Start of Recorded data

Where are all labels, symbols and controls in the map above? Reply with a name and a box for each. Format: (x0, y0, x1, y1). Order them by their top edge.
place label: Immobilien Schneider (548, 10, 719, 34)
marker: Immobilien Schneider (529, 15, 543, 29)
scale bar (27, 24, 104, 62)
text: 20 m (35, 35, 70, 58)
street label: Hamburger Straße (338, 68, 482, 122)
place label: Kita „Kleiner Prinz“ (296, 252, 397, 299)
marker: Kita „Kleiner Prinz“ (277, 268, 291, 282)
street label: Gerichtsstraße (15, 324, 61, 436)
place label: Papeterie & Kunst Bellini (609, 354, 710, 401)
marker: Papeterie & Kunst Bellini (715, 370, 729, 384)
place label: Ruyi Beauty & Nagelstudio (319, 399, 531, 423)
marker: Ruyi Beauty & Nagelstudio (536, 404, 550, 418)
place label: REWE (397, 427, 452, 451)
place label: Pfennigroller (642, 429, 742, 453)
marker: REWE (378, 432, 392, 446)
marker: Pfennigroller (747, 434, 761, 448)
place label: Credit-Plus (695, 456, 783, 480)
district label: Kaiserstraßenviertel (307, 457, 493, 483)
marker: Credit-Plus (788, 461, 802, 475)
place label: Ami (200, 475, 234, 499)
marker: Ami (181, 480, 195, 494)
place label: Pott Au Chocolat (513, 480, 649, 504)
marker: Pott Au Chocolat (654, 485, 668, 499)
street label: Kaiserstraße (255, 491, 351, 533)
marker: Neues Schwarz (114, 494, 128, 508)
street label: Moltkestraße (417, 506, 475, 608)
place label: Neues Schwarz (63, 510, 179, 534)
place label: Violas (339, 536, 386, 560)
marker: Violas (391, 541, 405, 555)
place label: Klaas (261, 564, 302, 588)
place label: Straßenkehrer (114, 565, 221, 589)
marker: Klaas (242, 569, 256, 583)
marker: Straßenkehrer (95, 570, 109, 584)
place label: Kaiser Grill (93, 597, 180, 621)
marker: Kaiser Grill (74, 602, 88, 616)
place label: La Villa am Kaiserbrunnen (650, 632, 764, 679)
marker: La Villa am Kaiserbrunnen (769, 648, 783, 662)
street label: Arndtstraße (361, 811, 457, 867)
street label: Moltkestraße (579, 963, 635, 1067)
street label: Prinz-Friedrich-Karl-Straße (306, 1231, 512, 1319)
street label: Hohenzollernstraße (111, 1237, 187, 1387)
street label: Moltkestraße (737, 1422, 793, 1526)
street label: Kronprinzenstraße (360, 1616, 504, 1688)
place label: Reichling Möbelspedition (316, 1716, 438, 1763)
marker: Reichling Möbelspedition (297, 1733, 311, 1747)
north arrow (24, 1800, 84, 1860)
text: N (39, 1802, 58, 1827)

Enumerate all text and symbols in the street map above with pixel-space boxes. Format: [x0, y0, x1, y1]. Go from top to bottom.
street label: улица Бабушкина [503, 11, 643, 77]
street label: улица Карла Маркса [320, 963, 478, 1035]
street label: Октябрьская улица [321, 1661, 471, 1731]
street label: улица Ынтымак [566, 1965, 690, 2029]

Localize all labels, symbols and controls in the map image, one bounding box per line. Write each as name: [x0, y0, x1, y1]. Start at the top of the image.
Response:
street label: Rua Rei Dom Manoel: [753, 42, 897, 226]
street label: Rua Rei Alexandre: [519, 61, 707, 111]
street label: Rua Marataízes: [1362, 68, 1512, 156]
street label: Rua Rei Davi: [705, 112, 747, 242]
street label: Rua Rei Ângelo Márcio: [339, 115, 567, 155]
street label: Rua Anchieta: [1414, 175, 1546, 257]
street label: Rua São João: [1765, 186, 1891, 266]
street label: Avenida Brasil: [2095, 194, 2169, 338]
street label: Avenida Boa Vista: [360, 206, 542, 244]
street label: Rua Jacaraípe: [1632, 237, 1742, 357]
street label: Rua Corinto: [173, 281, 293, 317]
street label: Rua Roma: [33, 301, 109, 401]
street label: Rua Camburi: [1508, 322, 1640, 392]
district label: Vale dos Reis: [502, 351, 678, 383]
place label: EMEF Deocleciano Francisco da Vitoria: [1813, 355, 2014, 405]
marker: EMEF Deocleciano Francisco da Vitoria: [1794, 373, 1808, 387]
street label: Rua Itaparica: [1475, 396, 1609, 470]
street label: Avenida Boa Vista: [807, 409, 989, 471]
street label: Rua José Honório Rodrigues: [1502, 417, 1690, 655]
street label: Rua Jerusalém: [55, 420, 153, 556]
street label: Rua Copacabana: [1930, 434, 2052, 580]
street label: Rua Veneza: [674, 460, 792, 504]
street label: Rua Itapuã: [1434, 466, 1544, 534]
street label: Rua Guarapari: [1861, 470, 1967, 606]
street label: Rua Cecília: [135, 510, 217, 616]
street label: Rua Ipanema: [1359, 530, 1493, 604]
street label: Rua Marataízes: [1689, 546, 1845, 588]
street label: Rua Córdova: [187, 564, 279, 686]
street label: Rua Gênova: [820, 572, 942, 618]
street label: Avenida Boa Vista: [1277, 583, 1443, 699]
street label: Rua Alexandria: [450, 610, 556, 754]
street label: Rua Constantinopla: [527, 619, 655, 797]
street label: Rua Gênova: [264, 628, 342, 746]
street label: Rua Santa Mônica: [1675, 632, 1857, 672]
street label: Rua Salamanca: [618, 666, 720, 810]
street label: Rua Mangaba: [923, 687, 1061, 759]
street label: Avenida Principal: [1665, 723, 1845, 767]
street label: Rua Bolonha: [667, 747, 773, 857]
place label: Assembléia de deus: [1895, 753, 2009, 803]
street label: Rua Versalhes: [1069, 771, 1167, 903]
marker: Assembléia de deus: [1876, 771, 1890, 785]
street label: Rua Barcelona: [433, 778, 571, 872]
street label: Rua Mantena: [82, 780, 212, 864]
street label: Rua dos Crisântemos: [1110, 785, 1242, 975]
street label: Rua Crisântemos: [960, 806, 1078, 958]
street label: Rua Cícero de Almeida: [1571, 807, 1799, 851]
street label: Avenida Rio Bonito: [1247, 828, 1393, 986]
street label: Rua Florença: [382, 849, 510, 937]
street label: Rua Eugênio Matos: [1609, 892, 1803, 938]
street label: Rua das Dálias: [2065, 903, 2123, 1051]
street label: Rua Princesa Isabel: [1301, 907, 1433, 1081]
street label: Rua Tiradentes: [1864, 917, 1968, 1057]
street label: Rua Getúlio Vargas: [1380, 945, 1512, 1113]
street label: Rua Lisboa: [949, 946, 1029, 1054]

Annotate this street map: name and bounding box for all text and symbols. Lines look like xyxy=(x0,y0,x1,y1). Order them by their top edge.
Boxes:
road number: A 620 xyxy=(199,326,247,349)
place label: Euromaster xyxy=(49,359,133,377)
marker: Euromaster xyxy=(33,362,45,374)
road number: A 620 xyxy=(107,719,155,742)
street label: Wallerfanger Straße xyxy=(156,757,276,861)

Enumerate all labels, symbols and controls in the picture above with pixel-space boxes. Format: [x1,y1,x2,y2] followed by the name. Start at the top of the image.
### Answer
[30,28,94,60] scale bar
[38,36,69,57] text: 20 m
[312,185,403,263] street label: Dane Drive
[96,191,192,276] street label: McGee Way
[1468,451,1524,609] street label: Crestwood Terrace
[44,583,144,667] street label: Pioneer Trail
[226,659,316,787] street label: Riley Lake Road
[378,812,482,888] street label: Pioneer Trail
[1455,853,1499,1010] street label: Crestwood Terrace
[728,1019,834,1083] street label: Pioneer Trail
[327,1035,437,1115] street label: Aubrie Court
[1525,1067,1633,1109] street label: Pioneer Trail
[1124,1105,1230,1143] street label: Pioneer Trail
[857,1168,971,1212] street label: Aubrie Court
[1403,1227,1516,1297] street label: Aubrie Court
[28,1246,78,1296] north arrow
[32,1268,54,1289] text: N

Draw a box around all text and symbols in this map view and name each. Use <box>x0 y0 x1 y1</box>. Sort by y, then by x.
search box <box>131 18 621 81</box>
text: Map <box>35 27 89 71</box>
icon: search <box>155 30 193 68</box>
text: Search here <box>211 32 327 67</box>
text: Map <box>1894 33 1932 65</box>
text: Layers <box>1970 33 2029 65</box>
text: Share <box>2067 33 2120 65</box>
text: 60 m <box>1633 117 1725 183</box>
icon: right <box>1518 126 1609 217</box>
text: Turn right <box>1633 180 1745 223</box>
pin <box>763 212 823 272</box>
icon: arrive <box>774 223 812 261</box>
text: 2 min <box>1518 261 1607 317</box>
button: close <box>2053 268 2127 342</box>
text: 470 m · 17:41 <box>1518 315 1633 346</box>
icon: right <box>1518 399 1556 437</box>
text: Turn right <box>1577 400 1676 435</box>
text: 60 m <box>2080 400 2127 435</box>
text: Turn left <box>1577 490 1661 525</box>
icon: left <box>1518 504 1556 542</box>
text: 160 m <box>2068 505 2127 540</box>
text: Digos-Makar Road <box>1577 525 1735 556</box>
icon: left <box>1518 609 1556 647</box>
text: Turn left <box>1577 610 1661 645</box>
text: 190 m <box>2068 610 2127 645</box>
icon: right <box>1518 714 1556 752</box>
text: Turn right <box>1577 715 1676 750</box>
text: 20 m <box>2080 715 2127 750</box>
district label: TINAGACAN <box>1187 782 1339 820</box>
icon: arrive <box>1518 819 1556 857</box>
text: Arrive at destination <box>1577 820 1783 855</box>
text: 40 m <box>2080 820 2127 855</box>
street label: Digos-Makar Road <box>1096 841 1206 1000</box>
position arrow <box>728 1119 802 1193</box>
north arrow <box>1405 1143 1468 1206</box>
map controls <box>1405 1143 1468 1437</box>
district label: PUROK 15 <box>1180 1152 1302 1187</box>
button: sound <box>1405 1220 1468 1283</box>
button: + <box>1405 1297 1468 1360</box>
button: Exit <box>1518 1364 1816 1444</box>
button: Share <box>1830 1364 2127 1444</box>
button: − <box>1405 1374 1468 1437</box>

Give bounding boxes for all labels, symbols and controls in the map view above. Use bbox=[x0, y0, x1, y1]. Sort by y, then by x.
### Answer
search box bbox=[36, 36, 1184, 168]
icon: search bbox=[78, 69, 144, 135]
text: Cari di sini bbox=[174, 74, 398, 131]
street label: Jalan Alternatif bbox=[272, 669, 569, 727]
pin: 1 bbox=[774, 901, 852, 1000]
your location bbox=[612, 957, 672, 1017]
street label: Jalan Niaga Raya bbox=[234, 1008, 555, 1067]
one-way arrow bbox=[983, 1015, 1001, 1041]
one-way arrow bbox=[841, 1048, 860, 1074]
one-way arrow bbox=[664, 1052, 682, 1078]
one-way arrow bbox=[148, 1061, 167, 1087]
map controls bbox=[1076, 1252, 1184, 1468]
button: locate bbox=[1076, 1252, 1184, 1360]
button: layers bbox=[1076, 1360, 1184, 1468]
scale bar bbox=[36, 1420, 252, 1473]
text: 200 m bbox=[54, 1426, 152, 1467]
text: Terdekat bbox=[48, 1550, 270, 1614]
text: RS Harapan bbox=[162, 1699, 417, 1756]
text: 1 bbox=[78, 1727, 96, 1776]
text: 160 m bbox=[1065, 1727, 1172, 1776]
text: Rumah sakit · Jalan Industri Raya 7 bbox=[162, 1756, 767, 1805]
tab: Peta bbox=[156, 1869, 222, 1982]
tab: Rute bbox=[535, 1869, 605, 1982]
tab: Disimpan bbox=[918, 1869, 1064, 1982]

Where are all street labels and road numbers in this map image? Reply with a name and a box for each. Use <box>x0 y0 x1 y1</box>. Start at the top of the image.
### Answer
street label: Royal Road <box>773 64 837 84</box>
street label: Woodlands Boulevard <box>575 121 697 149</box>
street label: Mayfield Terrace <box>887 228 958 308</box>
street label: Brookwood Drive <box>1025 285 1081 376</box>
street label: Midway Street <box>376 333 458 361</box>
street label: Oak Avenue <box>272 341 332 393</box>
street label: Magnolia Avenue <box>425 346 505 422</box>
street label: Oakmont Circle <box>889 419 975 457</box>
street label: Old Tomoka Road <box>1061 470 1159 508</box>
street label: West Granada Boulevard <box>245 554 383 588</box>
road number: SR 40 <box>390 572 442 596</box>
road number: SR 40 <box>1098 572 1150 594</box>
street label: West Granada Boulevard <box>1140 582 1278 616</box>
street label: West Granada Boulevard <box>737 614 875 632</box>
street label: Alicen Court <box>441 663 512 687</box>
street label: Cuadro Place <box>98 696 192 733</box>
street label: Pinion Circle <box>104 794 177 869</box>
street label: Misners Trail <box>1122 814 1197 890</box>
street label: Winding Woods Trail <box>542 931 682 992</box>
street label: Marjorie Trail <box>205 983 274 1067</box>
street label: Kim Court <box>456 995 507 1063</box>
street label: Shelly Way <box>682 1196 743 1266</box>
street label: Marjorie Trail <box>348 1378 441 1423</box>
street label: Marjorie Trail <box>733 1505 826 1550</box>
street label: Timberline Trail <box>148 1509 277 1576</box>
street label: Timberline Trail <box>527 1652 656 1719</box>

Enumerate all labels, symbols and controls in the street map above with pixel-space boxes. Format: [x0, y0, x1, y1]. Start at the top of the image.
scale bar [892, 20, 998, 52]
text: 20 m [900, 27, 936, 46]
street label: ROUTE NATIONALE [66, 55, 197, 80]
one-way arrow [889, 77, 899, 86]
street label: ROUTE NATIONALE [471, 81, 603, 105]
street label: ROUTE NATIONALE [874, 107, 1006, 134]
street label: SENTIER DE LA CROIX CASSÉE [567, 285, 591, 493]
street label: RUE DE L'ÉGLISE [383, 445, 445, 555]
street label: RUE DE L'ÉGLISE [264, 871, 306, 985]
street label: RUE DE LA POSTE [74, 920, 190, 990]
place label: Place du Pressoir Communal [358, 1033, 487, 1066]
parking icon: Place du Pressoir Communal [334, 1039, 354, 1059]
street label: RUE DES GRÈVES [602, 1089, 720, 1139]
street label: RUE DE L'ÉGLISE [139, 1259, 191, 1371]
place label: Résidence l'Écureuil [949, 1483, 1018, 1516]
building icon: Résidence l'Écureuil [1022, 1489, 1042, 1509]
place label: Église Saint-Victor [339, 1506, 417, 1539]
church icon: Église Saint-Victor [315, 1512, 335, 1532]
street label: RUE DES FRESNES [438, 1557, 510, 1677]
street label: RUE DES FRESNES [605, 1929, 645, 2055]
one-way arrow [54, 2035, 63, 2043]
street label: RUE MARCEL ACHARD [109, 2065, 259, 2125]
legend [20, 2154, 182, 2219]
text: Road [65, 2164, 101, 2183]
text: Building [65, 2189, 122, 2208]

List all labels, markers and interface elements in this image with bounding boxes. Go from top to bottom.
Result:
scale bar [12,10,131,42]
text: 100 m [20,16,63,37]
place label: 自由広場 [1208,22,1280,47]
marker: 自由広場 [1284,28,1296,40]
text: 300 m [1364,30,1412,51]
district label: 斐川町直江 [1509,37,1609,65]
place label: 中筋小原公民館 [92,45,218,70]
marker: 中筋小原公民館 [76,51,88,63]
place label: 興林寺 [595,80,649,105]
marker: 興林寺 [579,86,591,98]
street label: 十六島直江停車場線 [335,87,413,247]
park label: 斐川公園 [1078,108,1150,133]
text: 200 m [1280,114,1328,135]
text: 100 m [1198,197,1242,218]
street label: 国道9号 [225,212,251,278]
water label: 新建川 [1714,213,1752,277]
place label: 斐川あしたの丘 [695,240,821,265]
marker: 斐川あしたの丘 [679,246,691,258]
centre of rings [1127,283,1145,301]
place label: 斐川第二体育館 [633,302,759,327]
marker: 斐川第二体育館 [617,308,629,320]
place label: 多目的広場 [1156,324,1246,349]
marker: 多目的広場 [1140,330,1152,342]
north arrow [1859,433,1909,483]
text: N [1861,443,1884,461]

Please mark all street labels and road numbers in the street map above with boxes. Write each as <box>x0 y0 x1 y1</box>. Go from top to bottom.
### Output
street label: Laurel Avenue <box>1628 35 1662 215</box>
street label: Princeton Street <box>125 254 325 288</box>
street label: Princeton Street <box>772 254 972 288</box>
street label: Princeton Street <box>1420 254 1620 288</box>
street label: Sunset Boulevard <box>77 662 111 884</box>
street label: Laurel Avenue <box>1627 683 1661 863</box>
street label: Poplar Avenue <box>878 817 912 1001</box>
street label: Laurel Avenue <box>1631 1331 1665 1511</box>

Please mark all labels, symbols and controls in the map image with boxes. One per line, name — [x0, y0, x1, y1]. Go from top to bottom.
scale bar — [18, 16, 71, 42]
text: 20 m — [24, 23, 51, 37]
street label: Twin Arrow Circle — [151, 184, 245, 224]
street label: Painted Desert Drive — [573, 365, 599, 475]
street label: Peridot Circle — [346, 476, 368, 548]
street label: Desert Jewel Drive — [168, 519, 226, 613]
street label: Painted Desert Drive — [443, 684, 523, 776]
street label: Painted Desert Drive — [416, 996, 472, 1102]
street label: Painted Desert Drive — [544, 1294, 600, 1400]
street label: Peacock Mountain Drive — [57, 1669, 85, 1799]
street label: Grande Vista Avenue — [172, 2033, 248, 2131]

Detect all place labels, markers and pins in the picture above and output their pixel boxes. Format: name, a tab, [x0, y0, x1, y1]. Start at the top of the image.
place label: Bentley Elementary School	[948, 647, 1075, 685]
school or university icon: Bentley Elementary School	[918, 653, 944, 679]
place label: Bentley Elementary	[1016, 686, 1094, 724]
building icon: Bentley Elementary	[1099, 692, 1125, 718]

End of Recorded data

- Aim of the task
Search the records for the word "Sort" and copy out every line that holds it.

- Task output
Draw a box around all text and symbols in this map view and name each. Use <box>x0 y0 x1 y1</box>. Sort by y, then by x.
Give bounding boxes for all labels, symbols and controls in the map view above. Use bbox=[x0, y0, x1, y1]. Sort by y, then by x.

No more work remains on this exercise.